Within the data below, copy each line where the string "name" is found.
--- RECORDS PROVIDED ---
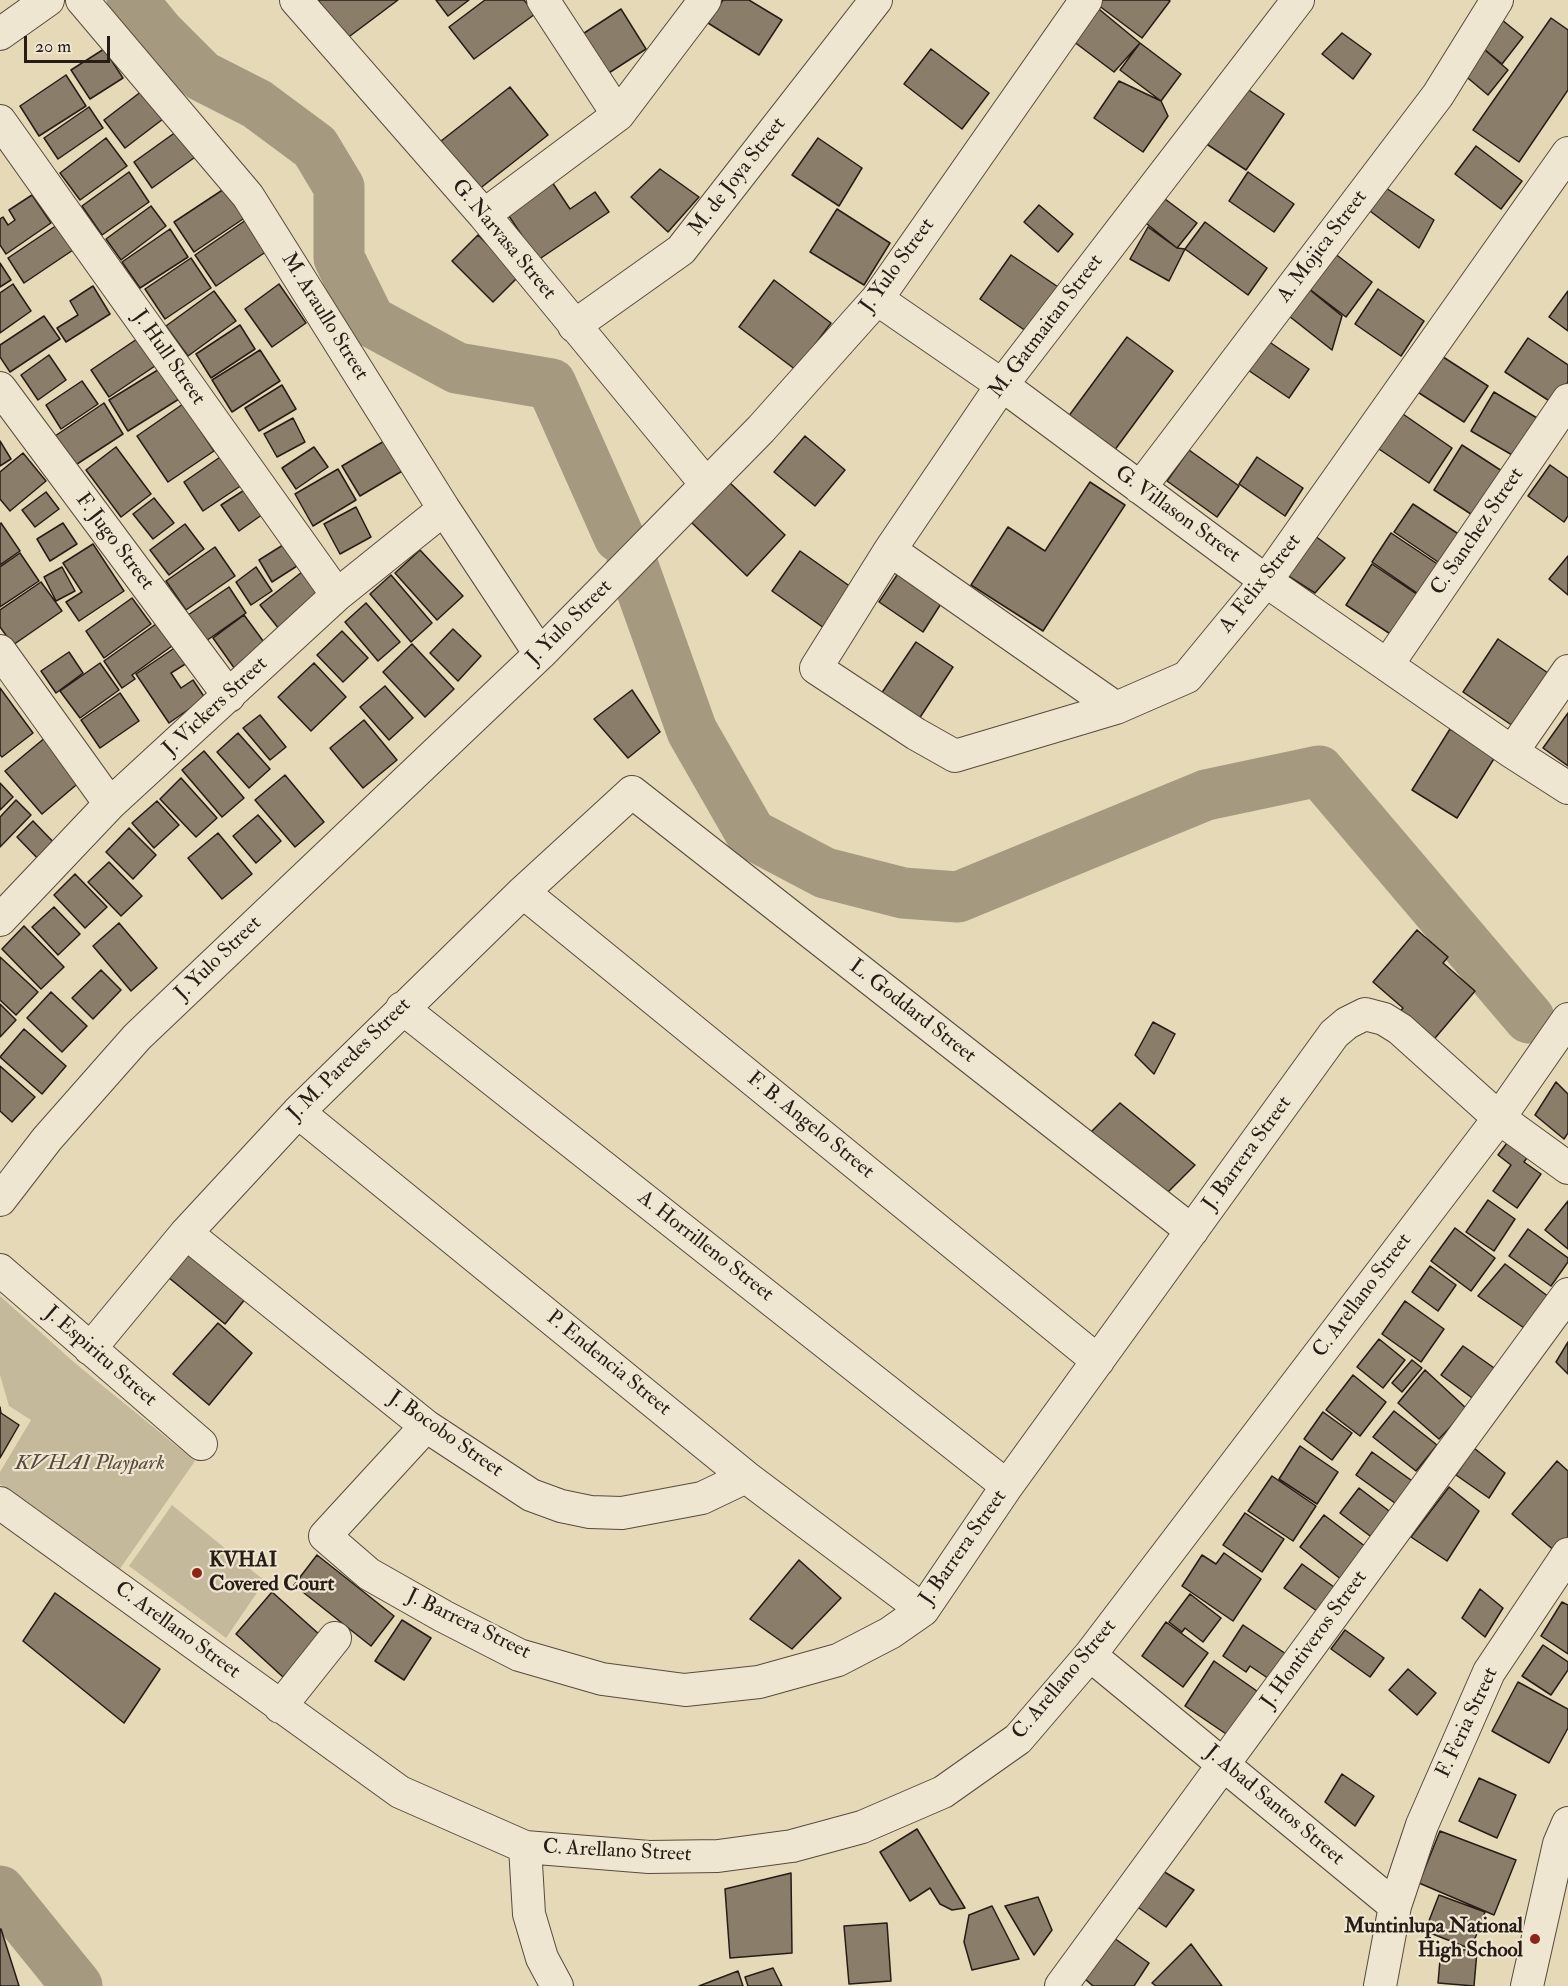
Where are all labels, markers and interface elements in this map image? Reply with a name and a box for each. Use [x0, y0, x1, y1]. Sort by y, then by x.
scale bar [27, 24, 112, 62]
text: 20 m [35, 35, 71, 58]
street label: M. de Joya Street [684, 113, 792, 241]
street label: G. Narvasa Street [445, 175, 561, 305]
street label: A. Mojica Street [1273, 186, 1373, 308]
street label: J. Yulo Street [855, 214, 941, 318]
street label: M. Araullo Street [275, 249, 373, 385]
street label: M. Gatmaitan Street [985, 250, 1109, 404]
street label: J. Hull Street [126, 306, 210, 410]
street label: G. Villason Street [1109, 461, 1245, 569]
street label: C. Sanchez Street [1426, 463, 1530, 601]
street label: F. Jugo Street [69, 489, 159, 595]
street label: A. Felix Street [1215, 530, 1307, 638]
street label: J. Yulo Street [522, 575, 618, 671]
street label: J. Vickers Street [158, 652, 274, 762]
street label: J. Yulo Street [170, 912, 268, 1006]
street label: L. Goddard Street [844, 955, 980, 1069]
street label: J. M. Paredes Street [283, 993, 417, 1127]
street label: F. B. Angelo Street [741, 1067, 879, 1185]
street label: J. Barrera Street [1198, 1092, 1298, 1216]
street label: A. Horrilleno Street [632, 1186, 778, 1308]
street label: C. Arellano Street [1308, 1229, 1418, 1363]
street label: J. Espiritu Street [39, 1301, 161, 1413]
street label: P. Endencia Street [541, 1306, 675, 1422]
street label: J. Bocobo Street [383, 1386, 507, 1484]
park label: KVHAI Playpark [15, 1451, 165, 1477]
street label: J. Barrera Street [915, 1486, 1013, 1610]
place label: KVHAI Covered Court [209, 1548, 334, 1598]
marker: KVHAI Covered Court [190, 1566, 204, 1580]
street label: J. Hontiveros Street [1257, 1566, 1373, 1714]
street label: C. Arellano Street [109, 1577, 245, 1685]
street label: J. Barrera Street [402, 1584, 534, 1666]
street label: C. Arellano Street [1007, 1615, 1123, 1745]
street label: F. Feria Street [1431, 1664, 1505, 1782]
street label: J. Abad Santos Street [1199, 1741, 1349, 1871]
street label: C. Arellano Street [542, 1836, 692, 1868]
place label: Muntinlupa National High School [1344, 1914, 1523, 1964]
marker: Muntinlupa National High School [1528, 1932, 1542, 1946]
---
--- RECORDS PROVIDED ---
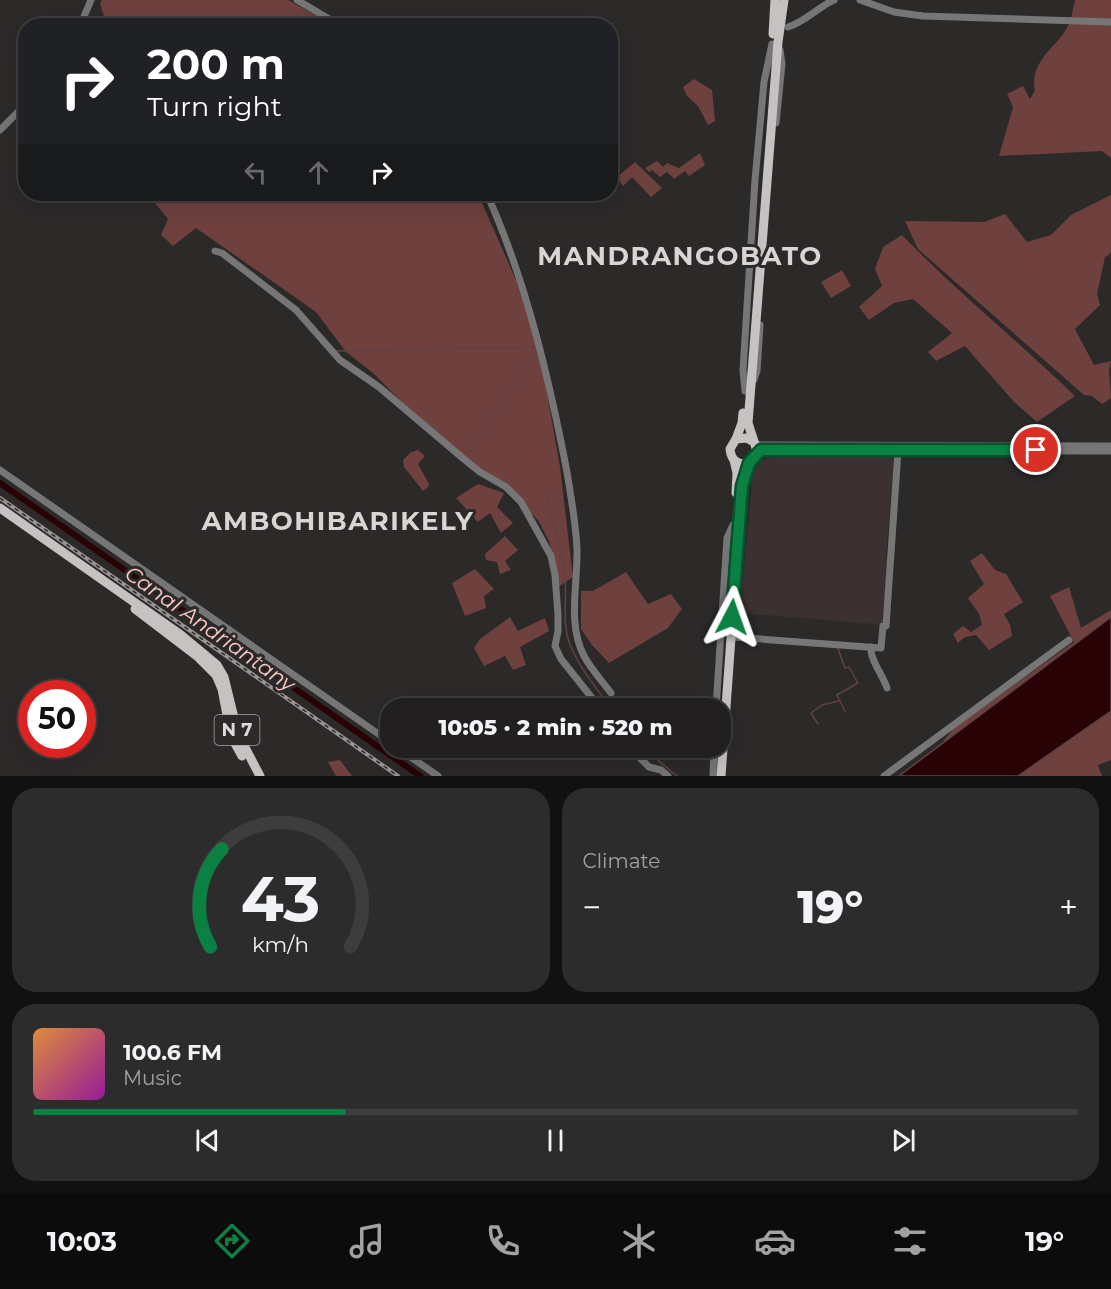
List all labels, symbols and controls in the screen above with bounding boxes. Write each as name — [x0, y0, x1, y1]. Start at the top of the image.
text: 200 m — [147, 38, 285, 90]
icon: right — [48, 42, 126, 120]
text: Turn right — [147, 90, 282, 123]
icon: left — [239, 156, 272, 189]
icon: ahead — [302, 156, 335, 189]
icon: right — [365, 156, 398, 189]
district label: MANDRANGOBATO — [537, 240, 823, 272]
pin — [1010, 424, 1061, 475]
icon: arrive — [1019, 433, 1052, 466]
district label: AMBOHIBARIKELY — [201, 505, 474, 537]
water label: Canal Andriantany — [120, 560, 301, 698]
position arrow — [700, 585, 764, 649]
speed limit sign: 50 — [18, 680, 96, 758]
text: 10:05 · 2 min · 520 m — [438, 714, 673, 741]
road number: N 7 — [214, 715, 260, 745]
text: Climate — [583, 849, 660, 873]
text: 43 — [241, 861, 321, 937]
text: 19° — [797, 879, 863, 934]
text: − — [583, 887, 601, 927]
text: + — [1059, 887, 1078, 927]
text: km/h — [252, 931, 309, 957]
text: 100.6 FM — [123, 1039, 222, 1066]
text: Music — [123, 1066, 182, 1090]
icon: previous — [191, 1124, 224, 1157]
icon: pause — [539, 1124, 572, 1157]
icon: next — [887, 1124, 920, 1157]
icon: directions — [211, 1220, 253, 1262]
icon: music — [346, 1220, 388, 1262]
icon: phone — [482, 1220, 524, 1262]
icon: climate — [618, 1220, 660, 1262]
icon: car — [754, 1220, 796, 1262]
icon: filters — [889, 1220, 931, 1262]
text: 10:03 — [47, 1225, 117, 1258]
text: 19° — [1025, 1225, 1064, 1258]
---
* _EXERCISE ANSWER_:
Where are all labels, markers and interface elements in this map image? Reply with a name and a box for each. Use [x0, y0, x1, y1]. Sort by y, then by x.
List all labels, symbols and controls in the screen above with bounding boxes. Write each as name — [x0, y0, x1, y1]. Start at the top of the image.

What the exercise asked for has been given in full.